▸ Task to complete
The entries below contain a line with "943px,286px 962px,238px 1044px,211px" and a line with "1295px,1745px 1330px,1740px 1339px,1752px". Quote exactly those two lines and all lines between them.

▸ Exercise materials
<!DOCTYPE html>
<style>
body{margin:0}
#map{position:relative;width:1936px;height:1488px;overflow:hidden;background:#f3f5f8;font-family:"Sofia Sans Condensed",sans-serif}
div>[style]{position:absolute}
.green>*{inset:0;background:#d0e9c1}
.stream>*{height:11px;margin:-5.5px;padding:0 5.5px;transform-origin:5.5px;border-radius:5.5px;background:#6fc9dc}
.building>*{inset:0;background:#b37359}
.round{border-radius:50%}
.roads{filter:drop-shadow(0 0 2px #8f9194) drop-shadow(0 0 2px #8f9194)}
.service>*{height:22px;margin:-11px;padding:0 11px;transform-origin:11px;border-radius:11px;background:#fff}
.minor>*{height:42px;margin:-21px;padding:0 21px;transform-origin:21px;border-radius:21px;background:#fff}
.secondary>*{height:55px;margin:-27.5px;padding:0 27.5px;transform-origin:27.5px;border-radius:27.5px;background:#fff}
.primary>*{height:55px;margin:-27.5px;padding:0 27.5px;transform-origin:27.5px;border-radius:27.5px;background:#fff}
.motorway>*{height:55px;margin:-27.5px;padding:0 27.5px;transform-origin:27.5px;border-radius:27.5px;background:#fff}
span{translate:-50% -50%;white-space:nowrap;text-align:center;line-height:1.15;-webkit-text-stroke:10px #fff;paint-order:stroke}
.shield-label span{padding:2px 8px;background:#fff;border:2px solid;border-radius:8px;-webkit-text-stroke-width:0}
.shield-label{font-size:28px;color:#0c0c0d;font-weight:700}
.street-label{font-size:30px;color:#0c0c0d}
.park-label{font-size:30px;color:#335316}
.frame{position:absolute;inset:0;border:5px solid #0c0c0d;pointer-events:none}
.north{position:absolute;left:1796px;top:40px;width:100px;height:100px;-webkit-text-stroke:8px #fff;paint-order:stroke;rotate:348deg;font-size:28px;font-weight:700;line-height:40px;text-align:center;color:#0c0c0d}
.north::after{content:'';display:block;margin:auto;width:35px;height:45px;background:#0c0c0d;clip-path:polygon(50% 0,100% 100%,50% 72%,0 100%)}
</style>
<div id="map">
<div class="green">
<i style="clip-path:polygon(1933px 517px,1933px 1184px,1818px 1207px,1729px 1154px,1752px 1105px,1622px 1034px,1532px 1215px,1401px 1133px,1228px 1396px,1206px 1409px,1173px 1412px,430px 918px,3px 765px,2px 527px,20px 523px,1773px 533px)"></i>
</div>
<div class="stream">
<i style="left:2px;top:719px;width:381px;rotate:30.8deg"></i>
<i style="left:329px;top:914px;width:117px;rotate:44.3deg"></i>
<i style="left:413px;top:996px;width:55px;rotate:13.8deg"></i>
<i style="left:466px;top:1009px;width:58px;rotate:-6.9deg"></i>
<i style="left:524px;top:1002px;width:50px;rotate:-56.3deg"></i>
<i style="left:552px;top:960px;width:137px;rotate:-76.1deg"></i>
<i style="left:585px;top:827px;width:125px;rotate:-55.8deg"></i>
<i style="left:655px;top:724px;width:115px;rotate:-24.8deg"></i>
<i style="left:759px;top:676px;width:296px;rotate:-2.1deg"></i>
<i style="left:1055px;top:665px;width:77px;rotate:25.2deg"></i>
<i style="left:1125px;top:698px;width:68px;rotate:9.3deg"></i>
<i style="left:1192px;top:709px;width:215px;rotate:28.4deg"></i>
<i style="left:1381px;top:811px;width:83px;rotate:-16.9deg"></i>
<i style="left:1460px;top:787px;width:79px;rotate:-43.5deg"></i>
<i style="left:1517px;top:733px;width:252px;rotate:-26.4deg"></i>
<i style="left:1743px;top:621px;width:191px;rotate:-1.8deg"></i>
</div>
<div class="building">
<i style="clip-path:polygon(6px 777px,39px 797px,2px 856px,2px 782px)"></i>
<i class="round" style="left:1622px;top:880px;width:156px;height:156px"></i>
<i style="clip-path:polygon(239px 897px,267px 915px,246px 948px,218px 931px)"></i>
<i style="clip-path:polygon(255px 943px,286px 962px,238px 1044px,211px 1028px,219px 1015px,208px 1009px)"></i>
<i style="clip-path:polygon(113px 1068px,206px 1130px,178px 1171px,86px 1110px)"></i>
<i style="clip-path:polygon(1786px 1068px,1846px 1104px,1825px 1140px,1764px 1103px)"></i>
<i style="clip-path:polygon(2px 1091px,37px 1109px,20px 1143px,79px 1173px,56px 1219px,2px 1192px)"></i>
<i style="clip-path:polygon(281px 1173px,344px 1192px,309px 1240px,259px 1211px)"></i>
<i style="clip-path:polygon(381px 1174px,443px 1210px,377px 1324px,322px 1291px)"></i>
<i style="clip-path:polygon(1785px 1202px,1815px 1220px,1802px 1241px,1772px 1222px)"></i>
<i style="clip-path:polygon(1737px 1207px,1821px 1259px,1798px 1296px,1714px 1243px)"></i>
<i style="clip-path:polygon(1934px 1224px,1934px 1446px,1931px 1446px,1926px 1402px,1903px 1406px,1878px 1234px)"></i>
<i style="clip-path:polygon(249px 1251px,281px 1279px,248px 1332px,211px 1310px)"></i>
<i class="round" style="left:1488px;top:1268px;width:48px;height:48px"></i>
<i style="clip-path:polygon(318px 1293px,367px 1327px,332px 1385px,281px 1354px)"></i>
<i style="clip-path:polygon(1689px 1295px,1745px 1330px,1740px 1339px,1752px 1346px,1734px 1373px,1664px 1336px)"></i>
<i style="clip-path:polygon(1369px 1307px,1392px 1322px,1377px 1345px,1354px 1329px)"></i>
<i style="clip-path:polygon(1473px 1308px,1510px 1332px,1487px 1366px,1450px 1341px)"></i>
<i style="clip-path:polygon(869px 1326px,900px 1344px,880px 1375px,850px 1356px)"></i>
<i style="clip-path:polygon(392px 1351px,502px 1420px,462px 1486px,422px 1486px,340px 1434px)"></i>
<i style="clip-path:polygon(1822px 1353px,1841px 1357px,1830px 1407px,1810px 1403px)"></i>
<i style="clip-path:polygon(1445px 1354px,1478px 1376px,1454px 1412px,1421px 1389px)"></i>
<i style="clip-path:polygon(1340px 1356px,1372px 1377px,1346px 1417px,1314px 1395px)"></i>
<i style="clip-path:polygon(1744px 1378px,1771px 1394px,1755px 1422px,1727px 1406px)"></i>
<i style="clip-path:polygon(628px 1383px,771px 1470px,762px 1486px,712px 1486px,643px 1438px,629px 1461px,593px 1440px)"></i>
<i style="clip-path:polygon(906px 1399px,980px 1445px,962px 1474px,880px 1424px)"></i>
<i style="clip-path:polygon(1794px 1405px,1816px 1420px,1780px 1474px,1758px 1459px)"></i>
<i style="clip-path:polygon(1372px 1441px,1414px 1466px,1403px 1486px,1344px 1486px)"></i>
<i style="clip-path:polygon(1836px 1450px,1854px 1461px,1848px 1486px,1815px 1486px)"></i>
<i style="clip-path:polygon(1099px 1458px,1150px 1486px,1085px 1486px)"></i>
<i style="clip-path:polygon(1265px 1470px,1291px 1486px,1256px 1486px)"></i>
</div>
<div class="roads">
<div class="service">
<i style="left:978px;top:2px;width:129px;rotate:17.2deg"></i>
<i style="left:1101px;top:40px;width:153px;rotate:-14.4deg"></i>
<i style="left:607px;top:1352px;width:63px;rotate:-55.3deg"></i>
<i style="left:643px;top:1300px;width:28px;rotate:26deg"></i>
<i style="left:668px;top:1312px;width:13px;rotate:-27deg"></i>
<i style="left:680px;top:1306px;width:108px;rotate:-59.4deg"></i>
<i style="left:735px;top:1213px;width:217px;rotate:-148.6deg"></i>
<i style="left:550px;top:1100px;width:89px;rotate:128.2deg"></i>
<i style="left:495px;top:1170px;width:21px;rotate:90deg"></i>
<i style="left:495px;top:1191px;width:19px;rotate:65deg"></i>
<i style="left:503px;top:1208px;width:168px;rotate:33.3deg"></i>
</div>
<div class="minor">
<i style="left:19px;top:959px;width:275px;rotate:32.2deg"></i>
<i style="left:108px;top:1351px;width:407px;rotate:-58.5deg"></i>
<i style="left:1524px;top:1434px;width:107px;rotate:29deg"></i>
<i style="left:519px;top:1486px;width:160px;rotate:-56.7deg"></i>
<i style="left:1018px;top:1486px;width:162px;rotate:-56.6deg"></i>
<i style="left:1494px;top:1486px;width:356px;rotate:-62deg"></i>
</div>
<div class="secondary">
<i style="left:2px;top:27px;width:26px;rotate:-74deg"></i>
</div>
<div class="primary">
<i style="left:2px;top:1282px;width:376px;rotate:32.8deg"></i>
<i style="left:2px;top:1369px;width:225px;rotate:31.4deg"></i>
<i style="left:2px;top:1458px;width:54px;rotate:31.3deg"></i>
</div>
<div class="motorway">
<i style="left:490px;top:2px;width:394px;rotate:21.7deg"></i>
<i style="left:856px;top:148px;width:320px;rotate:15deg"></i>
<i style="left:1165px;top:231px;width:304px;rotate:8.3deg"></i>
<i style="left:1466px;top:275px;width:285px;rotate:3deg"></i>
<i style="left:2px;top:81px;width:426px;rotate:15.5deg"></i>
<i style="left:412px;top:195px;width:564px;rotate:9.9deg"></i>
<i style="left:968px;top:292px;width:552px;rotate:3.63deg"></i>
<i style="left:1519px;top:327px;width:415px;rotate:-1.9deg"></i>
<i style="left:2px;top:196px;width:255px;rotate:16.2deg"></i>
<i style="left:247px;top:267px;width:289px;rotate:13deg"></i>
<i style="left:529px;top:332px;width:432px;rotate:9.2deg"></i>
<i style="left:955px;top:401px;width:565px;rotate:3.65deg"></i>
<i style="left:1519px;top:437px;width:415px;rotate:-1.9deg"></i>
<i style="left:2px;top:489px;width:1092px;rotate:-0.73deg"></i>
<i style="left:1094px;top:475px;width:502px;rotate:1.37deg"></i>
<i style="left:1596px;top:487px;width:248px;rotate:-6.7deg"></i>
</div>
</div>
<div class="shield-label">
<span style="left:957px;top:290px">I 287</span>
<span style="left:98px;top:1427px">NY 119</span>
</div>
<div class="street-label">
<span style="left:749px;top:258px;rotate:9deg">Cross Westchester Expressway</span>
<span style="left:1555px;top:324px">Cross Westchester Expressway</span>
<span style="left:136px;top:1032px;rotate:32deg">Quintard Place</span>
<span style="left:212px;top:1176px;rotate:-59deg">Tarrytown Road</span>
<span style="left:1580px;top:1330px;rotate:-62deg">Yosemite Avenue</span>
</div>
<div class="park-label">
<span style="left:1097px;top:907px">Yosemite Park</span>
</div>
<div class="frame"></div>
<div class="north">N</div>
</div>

▸ Response area
<i style="clip-path:polygon(255px 943px,286px 962px,238px 1044px,211px 1028px,219px 1015px,208px 1009px)"></i>
<i style="clip-path:polygon(113px 1068px,206px 1130px,178px 1171px,86px 1110px)"></i>
<i style="clip-path:polygon(1786px 1068px,1846px 1104px,1825px 1140px,1764px 1103px)"></i>
<i style="clip-path:polygon(2px 1091px,37px 1109px,20px 1143px,79px 1173px,56px 1219px,2px 1192px)"></i>
<i style="clip-path:polygon(281px 1173px,344px 1192px,309px 1240px,259px 1211px)"></i>
<i style="clip-path:polygon(381px 1174px,443px 1210px,377px 1324px,322px 1291px)"></i>
<i style="clip-path:polygon(1785px 1202px,1815px 1220px,1802px 1241px,1772px 1222px)"></i>
<i style="clip-path:polygon(1737px 1207px,1821px 1259px,1798px 1296px,1714px 1243px)"></i>
<i style="clip-path:polygon(1934px 1224px,1934px 1446px,1931px 1446px,1926px 1402px,1903px 1406px,1878px 1234px)"></i>
<i style="clip-path:polygon(249px 1251px,281px 1279px,248px 1332px,211px 1310px)"></i>
<i class="round" style="left:1488px;top:1268px;width:48px;height:48px"></i>
<i style="clip-path:polygon(318px 1293px,367px 1327px,332px 1385px,281px 1354px)"></i>
<i style="clip-path:polygon(1689px 1295px,1745px 1330px,1740px 1339px,1752px 1346px,1734px 1373px,1664px 1336px)"></i>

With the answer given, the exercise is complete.